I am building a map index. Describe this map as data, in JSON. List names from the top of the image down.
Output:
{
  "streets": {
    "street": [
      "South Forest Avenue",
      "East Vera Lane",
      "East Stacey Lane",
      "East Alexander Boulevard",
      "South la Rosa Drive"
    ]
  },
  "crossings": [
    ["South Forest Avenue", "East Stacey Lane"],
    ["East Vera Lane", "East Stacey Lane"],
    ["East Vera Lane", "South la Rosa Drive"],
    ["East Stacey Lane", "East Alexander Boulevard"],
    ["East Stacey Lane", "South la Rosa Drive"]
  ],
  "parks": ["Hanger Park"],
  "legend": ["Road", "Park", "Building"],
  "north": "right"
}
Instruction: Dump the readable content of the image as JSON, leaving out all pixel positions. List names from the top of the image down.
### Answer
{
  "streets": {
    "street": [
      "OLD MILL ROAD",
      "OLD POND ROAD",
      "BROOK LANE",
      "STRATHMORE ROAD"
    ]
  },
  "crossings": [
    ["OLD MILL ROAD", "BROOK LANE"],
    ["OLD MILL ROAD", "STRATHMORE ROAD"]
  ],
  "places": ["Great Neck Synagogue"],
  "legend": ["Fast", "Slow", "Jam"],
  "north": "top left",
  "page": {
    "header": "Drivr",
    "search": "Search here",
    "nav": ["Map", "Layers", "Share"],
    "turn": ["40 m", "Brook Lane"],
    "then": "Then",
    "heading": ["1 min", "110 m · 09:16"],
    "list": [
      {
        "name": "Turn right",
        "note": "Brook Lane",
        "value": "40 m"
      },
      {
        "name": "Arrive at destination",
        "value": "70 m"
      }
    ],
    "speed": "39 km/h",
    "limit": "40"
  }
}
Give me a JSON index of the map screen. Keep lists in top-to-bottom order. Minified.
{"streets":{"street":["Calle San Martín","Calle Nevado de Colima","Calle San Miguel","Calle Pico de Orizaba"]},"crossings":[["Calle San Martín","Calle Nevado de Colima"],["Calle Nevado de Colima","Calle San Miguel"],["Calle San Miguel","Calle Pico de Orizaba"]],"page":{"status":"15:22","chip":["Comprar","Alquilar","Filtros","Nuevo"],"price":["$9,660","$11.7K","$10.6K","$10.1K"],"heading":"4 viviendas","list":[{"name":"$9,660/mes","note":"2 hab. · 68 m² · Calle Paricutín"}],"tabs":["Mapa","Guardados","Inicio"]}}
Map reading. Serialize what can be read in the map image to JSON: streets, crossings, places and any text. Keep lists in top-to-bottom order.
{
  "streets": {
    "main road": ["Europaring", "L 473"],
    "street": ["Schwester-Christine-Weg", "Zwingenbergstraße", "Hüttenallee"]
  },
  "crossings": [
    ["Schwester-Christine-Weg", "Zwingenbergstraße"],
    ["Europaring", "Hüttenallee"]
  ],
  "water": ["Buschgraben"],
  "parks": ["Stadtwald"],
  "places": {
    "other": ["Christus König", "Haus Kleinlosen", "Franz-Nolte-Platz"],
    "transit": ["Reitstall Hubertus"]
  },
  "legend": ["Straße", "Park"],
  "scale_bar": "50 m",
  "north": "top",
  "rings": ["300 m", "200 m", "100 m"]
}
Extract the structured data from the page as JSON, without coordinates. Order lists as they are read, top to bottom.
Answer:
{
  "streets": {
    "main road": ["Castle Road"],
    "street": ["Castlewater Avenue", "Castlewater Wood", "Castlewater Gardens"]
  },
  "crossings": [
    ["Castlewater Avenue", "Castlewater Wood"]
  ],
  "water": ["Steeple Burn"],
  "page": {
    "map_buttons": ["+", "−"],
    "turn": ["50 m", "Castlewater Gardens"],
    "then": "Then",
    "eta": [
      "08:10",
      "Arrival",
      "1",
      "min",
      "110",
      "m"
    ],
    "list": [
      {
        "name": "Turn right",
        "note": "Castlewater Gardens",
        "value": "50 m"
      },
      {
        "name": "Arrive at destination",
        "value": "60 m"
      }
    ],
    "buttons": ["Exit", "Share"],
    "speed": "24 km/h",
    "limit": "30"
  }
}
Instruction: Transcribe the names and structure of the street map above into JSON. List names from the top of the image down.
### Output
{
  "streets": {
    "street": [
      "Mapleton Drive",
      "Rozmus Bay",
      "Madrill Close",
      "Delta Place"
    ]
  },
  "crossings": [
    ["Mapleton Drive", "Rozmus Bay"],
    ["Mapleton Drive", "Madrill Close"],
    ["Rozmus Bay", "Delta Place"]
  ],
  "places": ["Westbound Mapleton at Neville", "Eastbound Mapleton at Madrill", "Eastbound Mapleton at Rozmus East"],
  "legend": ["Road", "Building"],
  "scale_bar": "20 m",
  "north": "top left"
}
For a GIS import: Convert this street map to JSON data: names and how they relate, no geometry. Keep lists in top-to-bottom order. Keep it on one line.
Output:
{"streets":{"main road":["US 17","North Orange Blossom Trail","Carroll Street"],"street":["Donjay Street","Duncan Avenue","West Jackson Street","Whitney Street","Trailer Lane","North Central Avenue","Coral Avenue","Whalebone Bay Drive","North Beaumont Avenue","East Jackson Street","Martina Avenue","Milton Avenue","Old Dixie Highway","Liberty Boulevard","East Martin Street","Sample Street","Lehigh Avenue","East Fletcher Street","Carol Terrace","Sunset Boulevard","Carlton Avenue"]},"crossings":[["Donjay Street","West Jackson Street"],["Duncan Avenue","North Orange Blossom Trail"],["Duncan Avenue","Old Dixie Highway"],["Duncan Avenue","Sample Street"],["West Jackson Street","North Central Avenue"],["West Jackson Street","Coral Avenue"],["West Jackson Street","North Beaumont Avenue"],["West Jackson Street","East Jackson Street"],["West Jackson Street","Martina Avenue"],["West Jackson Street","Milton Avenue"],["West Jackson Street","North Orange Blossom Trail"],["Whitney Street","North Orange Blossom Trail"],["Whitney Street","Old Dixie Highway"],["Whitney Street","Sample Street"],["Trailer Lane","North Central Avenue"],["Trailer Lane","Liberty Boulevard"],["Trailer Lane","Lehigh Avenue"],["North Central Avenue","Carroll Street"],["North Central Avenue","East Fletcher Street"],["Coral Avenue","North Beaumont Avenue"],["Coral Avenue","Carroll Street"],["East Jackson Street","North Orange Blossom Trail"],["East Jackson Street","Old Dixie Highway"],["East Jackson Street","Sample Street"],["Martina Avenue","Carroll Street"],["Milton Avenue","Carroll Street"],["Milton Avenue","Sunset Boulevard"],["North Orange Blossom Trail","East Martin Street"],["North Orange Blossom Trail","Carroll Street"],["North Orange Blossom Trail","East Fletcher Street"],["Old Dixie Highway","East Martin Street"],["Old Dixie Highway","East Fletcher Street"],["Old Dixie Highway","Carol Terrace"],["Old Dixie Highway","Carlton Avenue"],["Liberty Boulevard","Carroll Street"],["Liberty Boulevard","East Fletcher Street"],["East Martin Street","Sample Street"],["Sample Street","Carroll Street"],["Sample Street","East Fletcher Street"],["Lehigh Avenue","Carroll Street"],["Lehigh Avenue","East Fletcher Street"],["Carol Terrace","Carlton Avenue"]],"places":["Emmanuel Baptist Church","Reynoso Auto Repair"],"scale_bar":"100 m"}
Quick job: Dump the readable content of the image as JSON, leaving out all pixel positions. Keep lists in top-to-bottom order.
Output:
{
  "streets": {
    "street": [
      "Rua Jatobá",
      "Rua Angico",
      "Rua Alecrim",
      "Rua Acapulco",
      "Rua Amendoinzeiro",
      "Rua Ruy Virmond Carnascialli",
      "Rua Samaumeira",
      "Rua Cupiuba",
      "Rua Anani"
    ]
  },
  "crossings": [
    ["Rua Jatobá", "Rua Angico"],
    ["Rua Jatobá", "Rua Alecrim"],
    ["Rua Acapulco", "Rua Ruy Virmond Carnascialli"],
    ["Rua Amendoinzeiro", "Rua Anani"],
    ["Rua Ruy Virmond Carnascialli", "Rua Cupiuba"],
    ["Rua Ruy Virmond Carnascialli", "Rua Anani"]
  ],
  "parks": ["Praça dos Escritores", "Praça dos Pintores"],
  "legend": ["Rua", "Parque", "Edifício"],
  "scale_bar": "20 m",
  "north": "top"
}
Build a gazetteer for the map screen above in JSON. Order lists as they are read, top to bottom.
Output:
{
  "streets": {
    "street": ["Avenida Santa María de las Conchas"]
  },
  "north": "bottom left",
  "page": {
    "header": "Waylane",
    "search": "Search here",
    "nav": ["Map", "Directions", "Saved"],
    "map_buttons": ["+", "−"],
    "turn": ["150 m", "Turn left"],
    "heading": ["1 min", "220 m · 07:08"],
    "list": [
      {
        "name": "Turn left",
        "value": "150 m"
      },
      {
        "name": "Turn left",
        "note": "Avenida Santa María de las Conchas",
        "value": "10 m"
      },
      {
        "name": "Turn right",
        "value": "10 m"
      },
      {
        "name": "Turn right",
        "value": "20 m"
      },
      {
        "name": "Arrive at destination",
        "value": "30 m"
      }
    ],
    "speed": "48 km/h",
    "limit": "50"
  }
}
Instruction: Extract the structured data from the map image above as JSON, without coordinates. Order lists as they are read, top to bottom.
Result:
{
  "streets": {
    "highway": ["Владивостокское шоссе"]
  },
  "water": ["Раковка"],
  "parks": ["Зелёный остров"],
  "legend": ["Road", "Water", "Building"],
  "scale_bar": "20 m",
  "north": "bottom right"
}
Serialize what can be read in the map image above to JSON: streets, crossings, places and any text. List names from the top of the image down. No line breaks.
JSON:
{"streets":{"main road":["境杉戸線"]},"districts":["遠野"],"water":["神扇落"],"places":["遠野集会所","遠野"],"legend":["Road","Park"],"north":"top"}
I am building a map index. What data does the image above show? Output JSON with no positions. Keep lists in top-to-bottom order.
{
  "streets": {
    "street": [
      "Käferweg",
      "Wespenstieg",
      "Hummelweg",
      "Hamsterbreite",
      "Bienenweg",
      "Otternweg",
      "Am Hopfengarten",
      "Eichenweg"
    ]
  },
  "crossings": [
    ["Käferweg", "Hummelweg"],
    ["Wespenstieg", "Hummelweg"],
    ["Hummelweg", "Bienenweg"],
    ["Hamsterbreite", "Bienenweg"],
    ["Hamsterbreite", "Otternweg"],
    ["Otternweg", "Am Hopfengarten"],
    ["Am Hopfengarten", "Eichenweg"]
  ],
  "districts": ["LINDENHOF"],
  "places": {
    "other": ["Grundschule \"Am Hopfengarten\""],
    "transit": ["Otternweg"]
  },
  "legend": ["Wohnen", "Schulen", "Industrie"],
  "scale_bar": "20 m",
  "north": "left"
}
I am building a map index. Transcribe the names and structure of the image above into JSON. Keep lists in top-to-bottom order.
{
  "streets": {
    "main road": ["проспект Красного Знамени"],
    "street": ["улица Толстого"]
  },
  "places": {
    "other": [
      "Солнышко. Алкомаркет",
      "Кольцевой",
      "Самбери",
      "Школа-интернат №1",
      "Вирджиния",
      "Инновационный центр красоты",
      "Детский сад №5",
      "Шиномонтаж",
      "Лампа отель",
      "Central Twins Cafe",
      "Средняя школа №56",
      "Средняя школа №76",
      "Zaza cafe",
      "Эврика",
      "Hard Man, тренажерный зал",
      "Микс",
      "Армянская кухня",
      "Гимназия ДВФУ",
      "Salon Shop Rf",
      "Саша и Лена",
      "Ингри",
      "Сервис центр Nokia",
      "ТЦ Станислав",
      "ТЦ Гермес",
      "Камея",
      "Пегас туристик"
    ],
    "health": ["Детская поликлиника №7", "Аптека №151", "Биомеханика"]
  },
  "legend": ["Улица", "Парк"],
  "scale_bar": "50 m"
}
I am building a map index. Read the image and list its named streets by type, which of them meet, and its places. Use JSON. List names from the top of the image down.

=====

• [Exercise directions]:
Copy each line from the records above that includes the string "leaving".

• [Solution to this problem]:
Instruction: Dump the readable content of the image as JSON, leaving out all pixel positions. List names from the top of the image down.
Quick job: Dump the readable content of the image as JSON, leaving out all pixel positions. Keep lists in top-to-bottom order.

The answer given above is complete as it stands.